The scatter collapses onto $y=x$ as $n$ grows (RMSE $1.43\to0.08$).}
\label{fig:loss}
\end{figure}
\begin{figure}[t]
\centering
\includegraphics[width=\textwidth]{figures/fig2_d1_formula.png}
\caption{$d=1$: the shuffled-LS estimate (points, with error bars over trials) tracks
the closed-form limit~\eqref{eq:thm1-d1} (solid) across sweeps of the noise level
$\sigE$ (left) and the feature mean $\muX$ (right). The dotted line marks the true
weight $\wopt$.}
\label{fig:d1}
\end{figure}
\begin{figure}[t]
\centering
\includegraphics[width=\textwidth]{figures/fig3_invariants.png}
\caption{$d\in\{2,3,5\}$: absolute errors of the two moment-matching invariants---the
mean-match identity (left) and the variance-amplification identity (right)---both
decay to zero as $n\to\infty$, confirming $\wls \to \Wstar$.}
\label{fig:inv}
\end{figure}
\begin{figure}[t]
\centering
\includegraphics[width=0.72\textwidth]{figures/fig4_amplification.png}
\caption{The $\SigX$-norm inflation $\normSig{\hat{w}}^2 - \normSig{\wopt}^2$
converges to the noise variance $\sigE^2$ (dashed) for every dimension, illustrating
the dimension-independent amplification of \Cref{cor:amp}.}
\label{fig:amp}
\end{figure}
% ============================================================
\section{Discussion}\label{sec:disc}
% ============================================================
The generalized result clarifies precisely \emph{what} information about $\wopt$ the
shuffled LS estimator retains and what it loses. After shuffling, the objective depends
on the weights only through the first two self-moments of the induced projection
(\Cref{thm:main}); the estimator therefore recovers $\wopt$ only up to the
$(d-2)$-dimensional ambiguity of matching those moments, and it systematically inflates
the signal energy by the noise variance (\Cref{cor:amp}). This is consistent with, and
explains, the empirical observations of~\cite{abid2017shuffled} in higher dimensions,
and it mirrors the failure mode in $d=1$, where the estimator cannot disentangle signal
variance from noise variance and so over-estimates the slope.

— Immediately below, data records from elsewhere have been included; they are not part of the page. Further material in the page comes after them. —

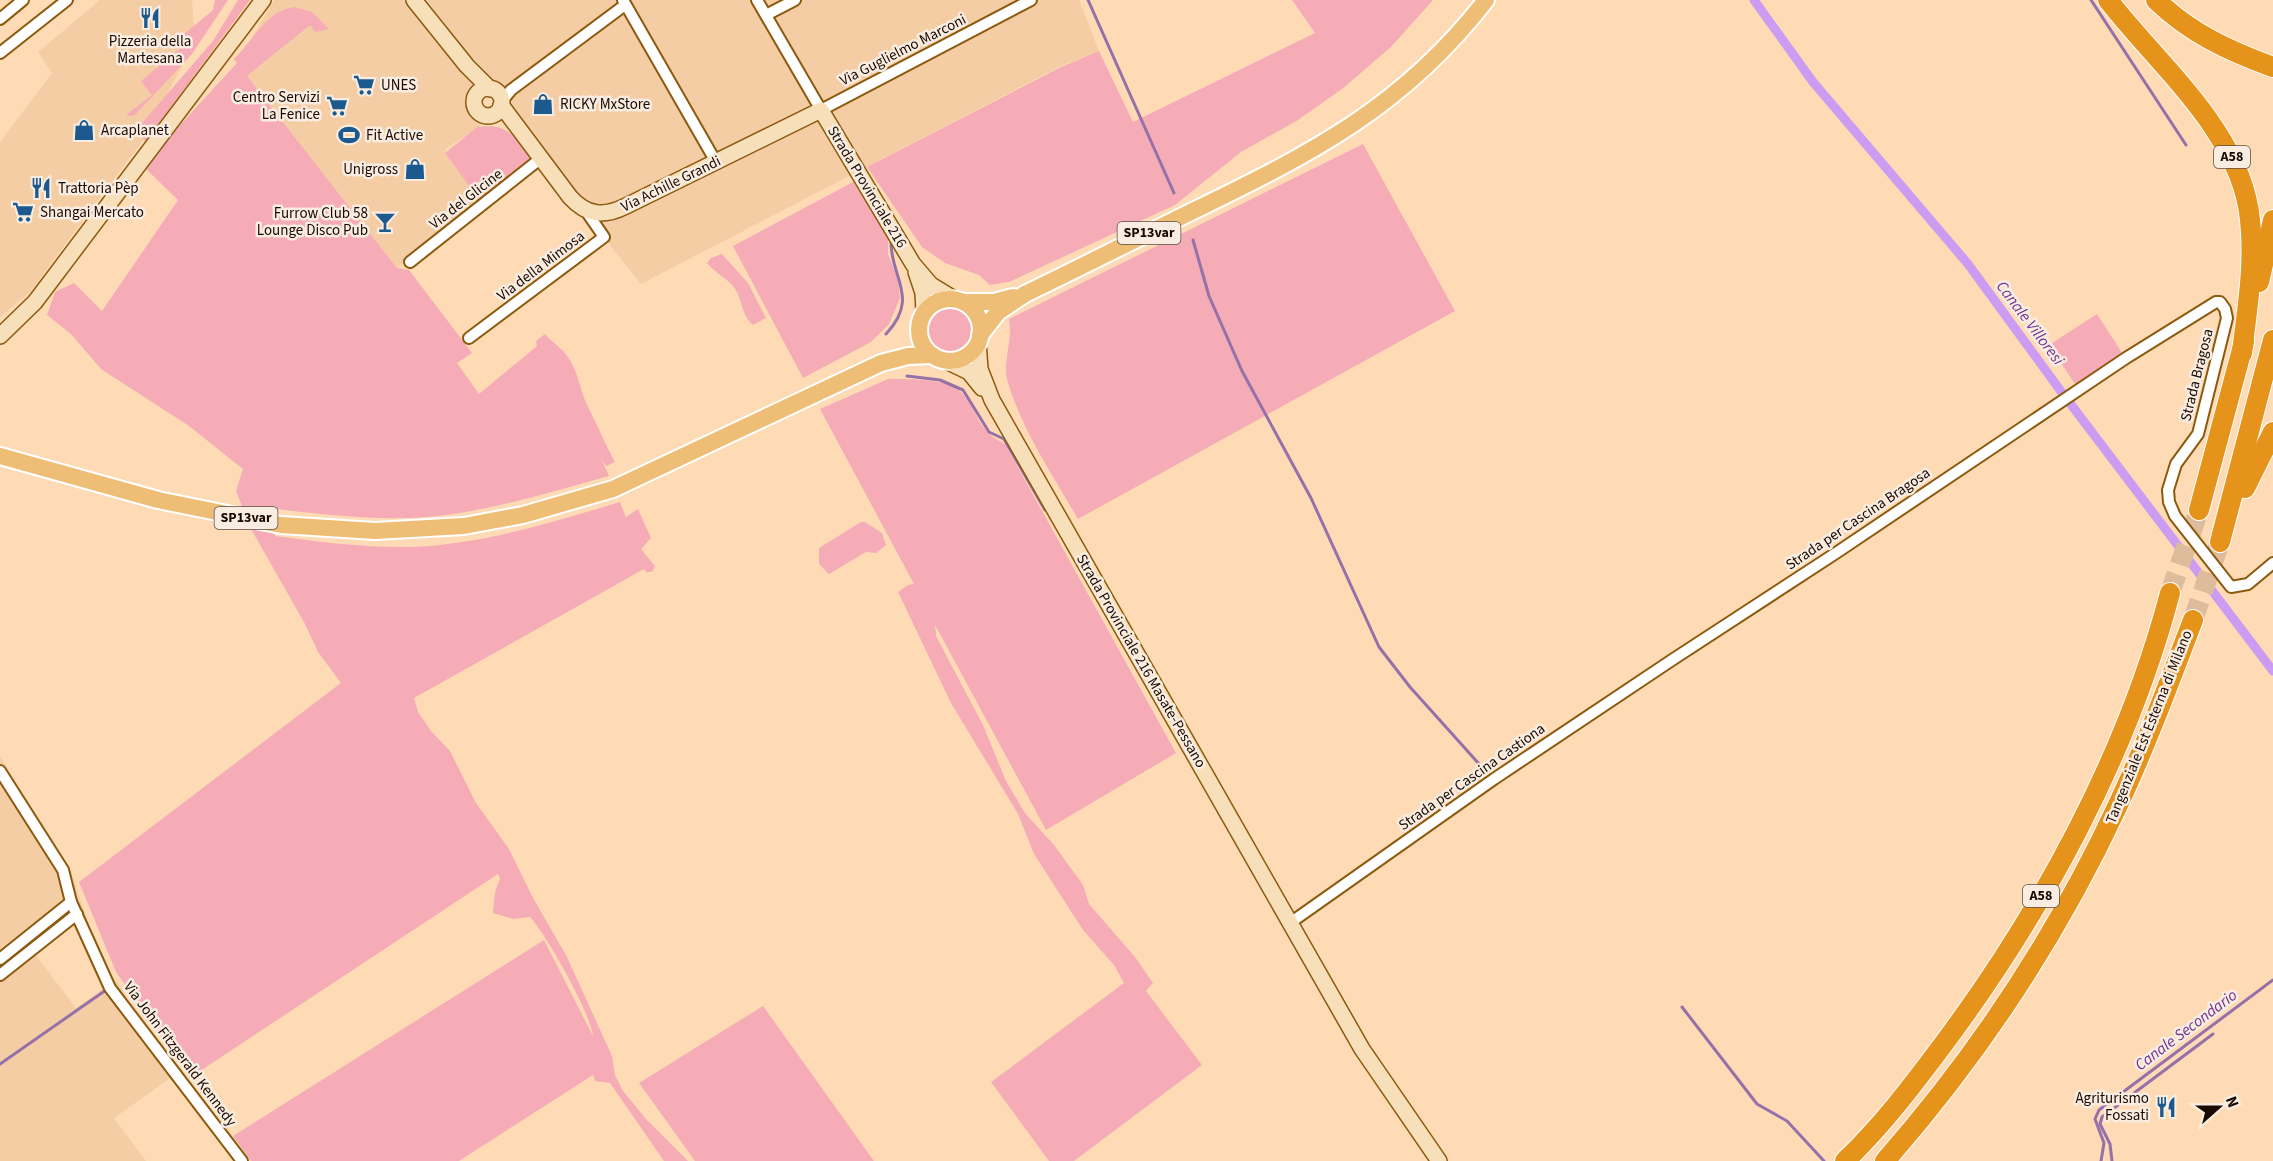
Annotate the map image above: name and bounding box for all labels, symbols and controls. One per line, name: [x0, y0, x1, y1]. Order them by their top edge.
restaurant icon: Pizzeria della Martesana: [138, 6, 162, 30]
street label: Via Guglielmo Marconi: [836, 9, 970, 91]
place label: Pizzeria della Martesana: [109, 31, 191, 69]
supermarket icon: UNES: [352, 73, 376, 97]
place label: UNES: [381, 75, 416, 96]
place label: Centro Servizi La Fenice: [233, 87, 320, 125]
shop icon: RICKY MxStore: [531, 92, 555, 116]
supermarket icon: Centro Servizi La Fenice: [325, 94, 349, 118]
place label: RICKY MxStore: [560, 94, 650, 115]
shop icon: Arcaplanet: [72, 118, 96, 142]
place label: Arcaplanet: [101, 120, 169, 141]
street label: Strada Provinciale 216: [822, 122, 912, 252]
sports icon: Fit Active: [337, 123, 361, 147]
place label: Fit Active: [366, 125, 423, 146]
road number: A58: [2214, 146, 2250, 168]
street label: Via Achille Grandi: [618, 151, 724, 217]
shop icon: Unigross: [403, 157, 427, 181]
place label: Unigross: [343, 159, 398, 180]
street label: Via del Glicine: [425, 164, 507, 234]
restaurant icon: Trattoria Pèp: [29, 176, 53, 200]
place label: Trattoria Pèp: [58, 178, 139, 199]
supermarket icon: Shangai Mercato: [11, 200, 35, 224]
place label: Shangai Mercato: [40, 202, 144, 223]
place label: Furrow Club 58 Lounge Disco Pub: [257, 203, 368, 241]
bar icon: Furrow Club 58 Lounge Disco Pub: [373, 210, 397, 234]
road number: SP13var: [1118, 222, 1180, 244]
street label: Via della Mimosa: [493, 226, 589, 306]
water label: Canale Villoresi: [1991, 276, 2069, 370]
street label: Strada Bragosa: [2175, 327, 2219, 423]
street label: Strada per Cascina Bragosa: [1782, 463, 1934, 575]
road number: SP13var: [214, 507, 278, 529]
street label: Strada Provinciale 216 Masate-Pessano: [1071, 550, 1211, 772]
street label: Tangenziale Est Esterna di Milano: [2100, 627, 2198, 827]
street label: Strada per Cascina Castiona: [1395, 718, 1549, 836]
road number: A58: [2023, 885, 2059, 907]
street label: Via John Fitzgerald Kennedy: [118, 977, 242, 1131]
water label: Canale Secondario: [2130, 984, 2242, 1076]
north arrow: [2189, 1077, 2249, 1137]
place label: Agriturismo Fossati: [2075, 1088, 2149, 1126]
text: N: [2220, 1093, 2244, 1111]
restaurant icon: Agriturismo Fossati: [2154, 1095, 2178, 1119]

The same two-moment structure points to the remedy already proposed
in~\cite{abid2017shuffled}: a self-moments (SM) estimator that matches sample moments
of $\X w$ to those of $y$ is consistent precisely because it solves the population
constraints defining $\Wstar$ while accounting for the noise term, rather than
minimizing a squared error that conflates signal and noise. Two extensions are natural.

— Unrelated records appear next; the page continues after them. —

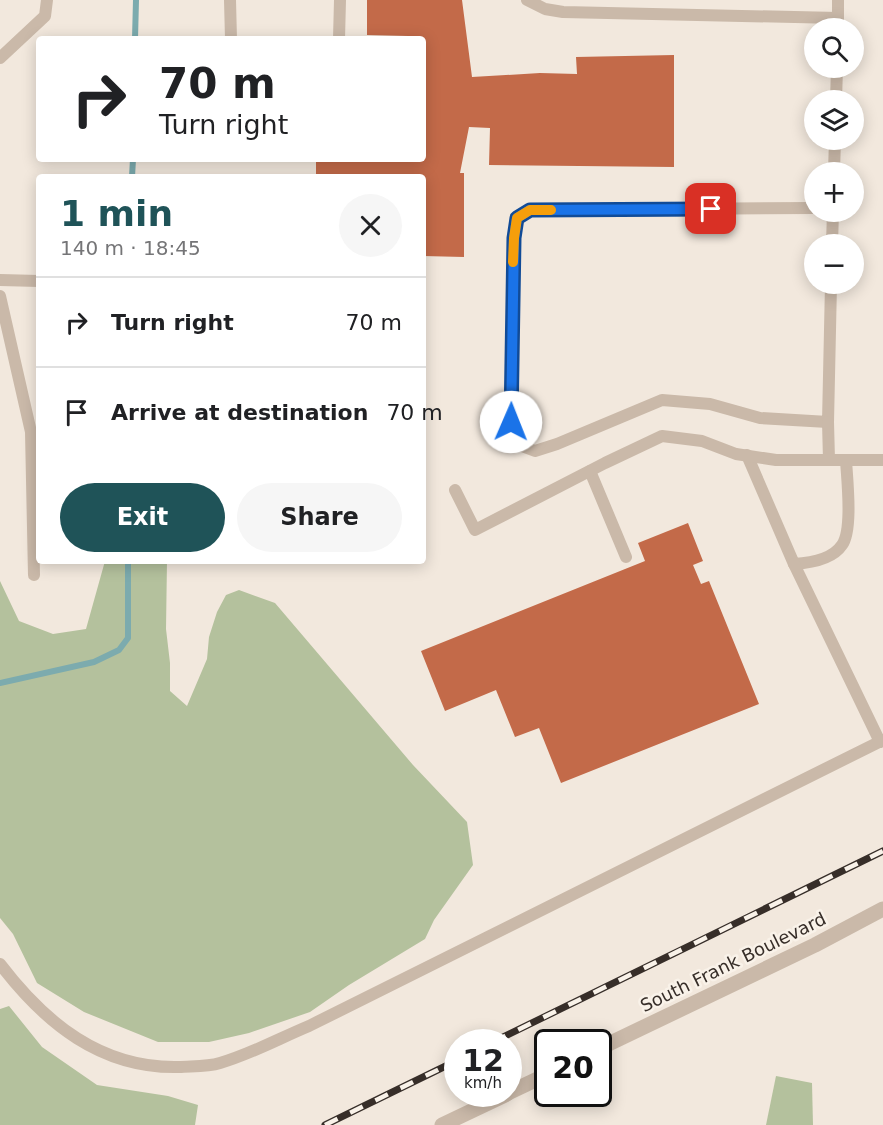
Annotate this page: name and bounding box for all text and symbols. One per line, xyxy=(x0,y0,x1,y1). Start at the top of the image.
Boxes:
map controls xyxy=(804,18,864,294)
button: search xyxy=(804,18,864,78)
text: 70 m xyxy=(159,59,276,108)
icon: right xyxy=(60,60,138,138)
button: layers xyxy=(804,90,864,150)
text: Turn right xyxy=(159,109,288,140)
button: + xyxy=(804,162,864,222)
pin xyxy=(685,183,736,234)
icon: arrive xyxy=(694,192,727,225)
text: 1 min xyxy=(60,193,173,234)
button: close xyxy=(339,194,402,257)
button: − xyxy=(804,234,864,294)
text: 140 m · 18:45 xyxy=(60,236,201,260)
icon: right xyxy=(60,306,93,339)
text: Turn right xyxy=(111,310,234,335)
text: 70 m xyxy=(346,310,402,335)
position arrow xyxy=(479,390,543,454)
icon: arrive xyxy=(60,396,93,429)
text: Arrive at destination xyxy=(111,400,368,425)
text: 70 m xyxy=(386,400,443,425)
button: Exit xyxy=(60,483,225,552)
button: Share xyxy=(237,483,402,552)
street label: South Frank Boulevard xyxy=(637,908,829,1016)
speed limit sign: 20 xyxy=(534,1029,612,1107)
text: 12 xyxy=(462,1043,504,1078)
text: km/h xyxy=(464,1074,502,1092)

First, our \Cref{lem:comono} is distribution-free, so the population loss~\eqref{eq:poploss}
generalizes beyond the Gaussian design to
$\ell(w) = \E[(F_S^{-1}(U) - F_Y^{-1}(U))^2]$ for a uniform $U$; characterizing $\Wstar$
for heavy-tailed or asymmetric features is then a matter of computing the relevant
comonotone integrals. Second, the analysis extends to the replicated-experiment setting
of~\cite{abid2017shuffled}, where partial ordering information across independent shuffles
should shrink the ambiguity manifold $\Wstar$ toward a point.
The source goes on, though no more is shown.